TIM: What's that humming sound?

ME: Me. I'm humming.

TIM: Oh! I thought it was an appliance gone awry.

ME: Thanks. I'm fine. Yourself?

TIM: What are you so relatively content about? That's when you typically hum.

ME: Relatively content? What happened to "happy"? A girl can't be "happy" anymore?

TIM: It's charming that you still refer to yourself as a "girl". And the answer to your question, as far as you personally, is "not so much". You, Deborah, are a "relative"-type of person. You continually weigh balances, ponder circumstances, look at various sides of the issues. So, what may be "happy" to one person is "relatively content" on you. So. Spill. What are you relatively content about.

ME: Fine. Look at my legs.

TIM: OH! They're covered in denim!

ME: Bingo. New pair of jeans, buddy. I broke down and bought them.

TIM: No no no Deborah. You couldn't have done this on your own. Someone helped you. Those jeans fit.

ME: Hey!

TIM: What I mean is, you've never been able to purchase a pair of jeans that actually fit your body. You don't exactly have jean-friendly curves. So...what's the rest of the story. And remember, if you're not forthcoming, I'll know it....

ME: Fine! I was shopping for leggings.

TIM: Oh Deborah. Haven't we had this conversation before. Puhleese. Edit edit edit.

ME: I need something warm to cover my legs when I go to Ohio. It's cold there.

TIM: You're whining. Continue.

ME: Anyway, the manager of the store...

TIM: A woman's store?

ME: Charlotte Russe.

TIM: Oh, thank goodness....I thought you went to Epidemic or something.

ME: Nice.

TIM: Go on.

ME: Anyway, the manager asked if she could get me some jeans. I explained my difficulty in sizing them to me and she accepted it as a challenge. She reminded me of my niece, Tiffany, so I had an immediate comfort level with her. She took me to the jeans section and explained all the different styles and things. She said, "just go to the dressing room and I'll bring some back". I agreed and this is what we came up with. You likey?

TIM: They're fine. Nothing can fix that gluteus minimus, but you've worked around it. Are they comfortable?

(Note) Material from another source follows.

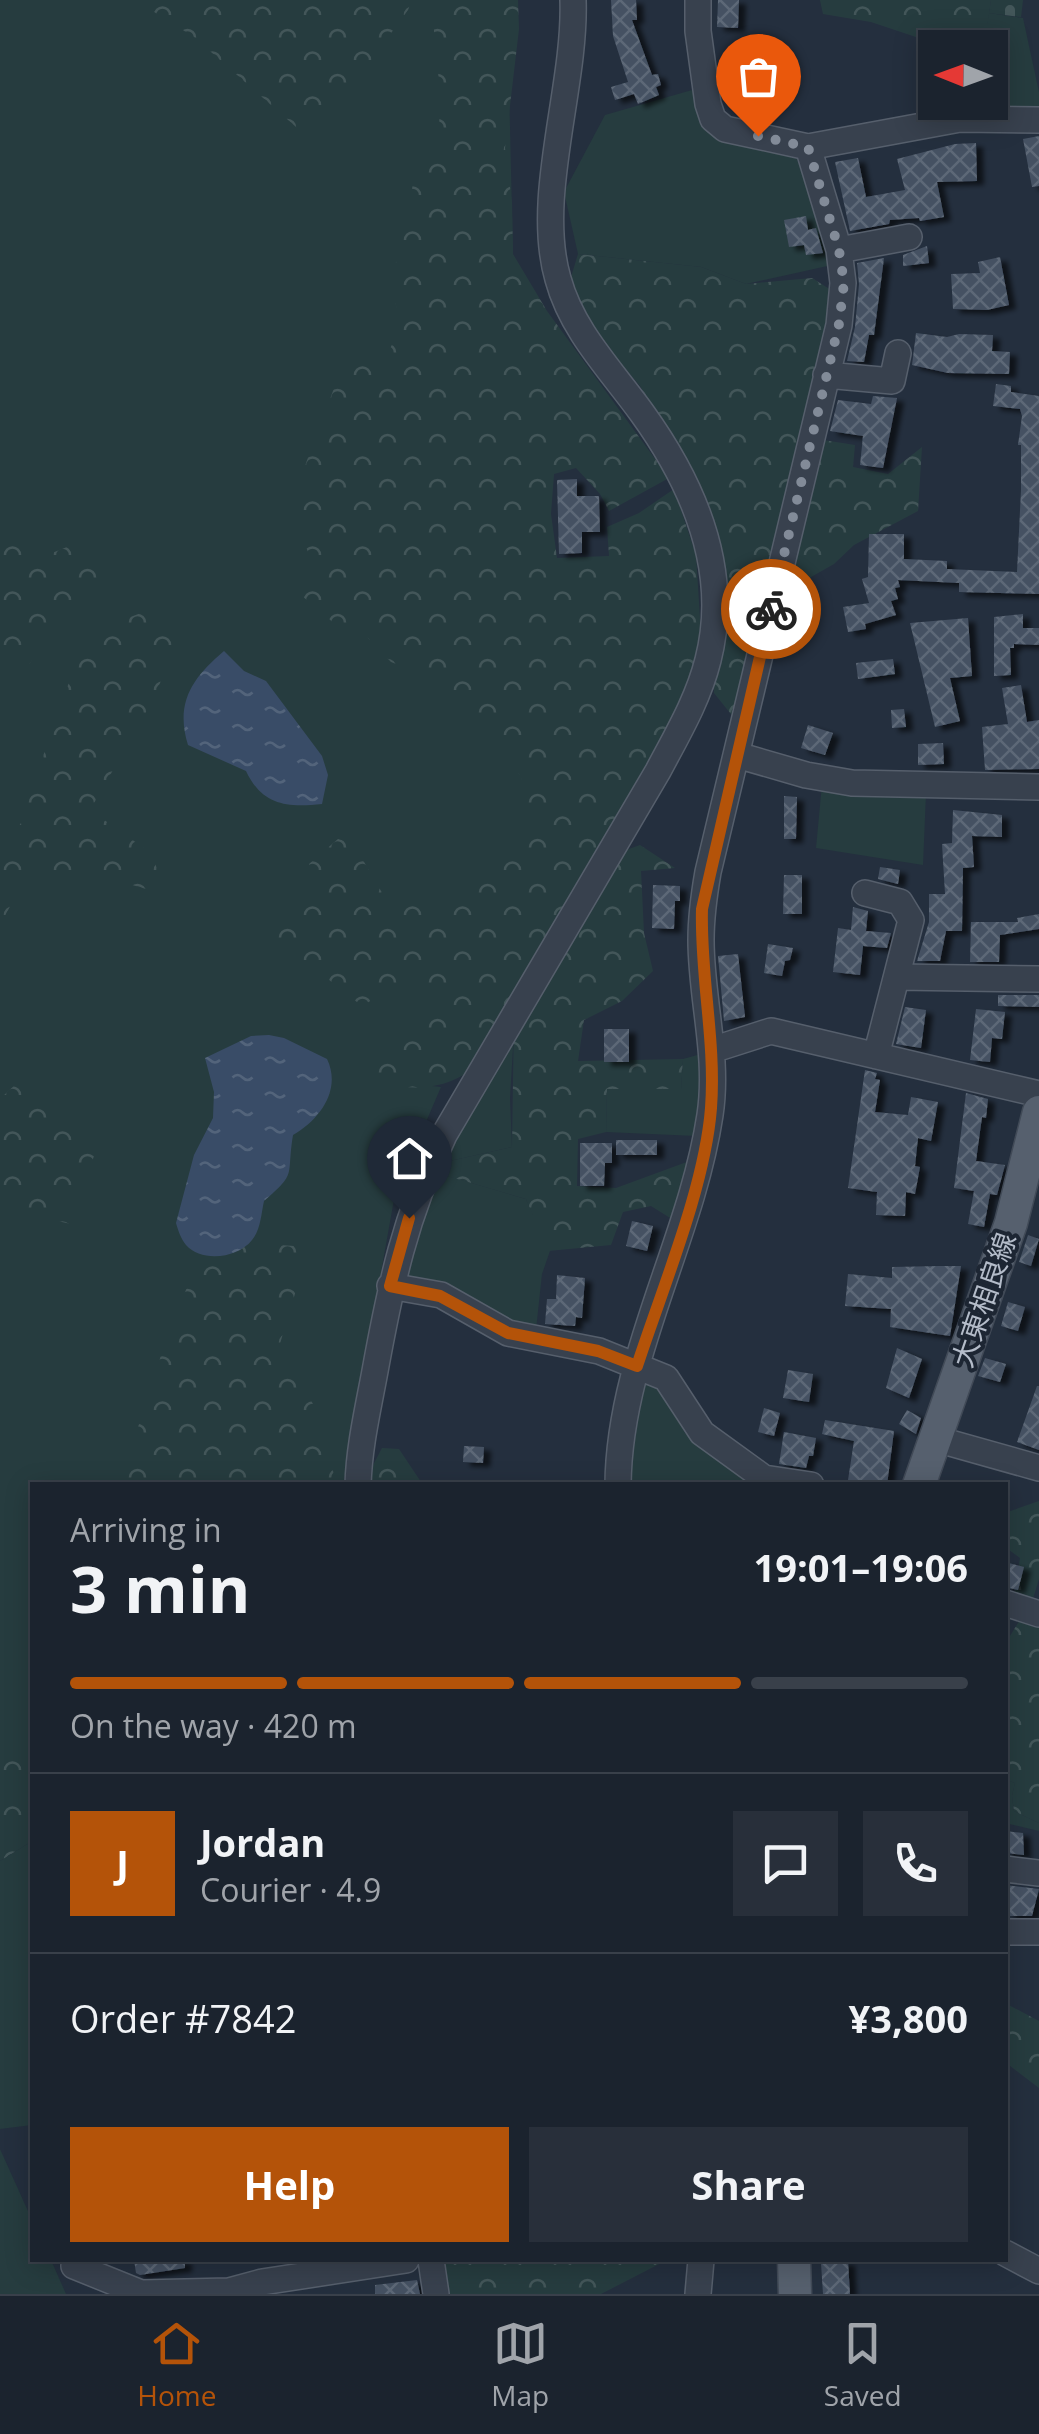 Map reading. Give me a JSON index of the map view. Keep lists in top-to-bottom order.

ME: Well, they're cut a little low so when I sit down they dip a little lower in the back than I would like. I think girls wear thongs with these things. And at the end of the day, sometimes I can slip them off without unbuttoning them.

TIM: Maybe because they're designed for young girls who haven't given birth yet and are waiting to be asked on their first date.

ME: Hey, I was just excited to find jeans that fit me. Hence, my humming but I think that's over for now.

TIM: *sigh* Fine. Next time bring a more critical eye to your purchase and wear a long, layering tee with these. Turn around. hmmmmm. Did you get a pair that you can dress up a bit? Maybe wear with some heels?

ME: Yes. Yes I did.

TIM: Okay. Use the accessory wall thoughtfully.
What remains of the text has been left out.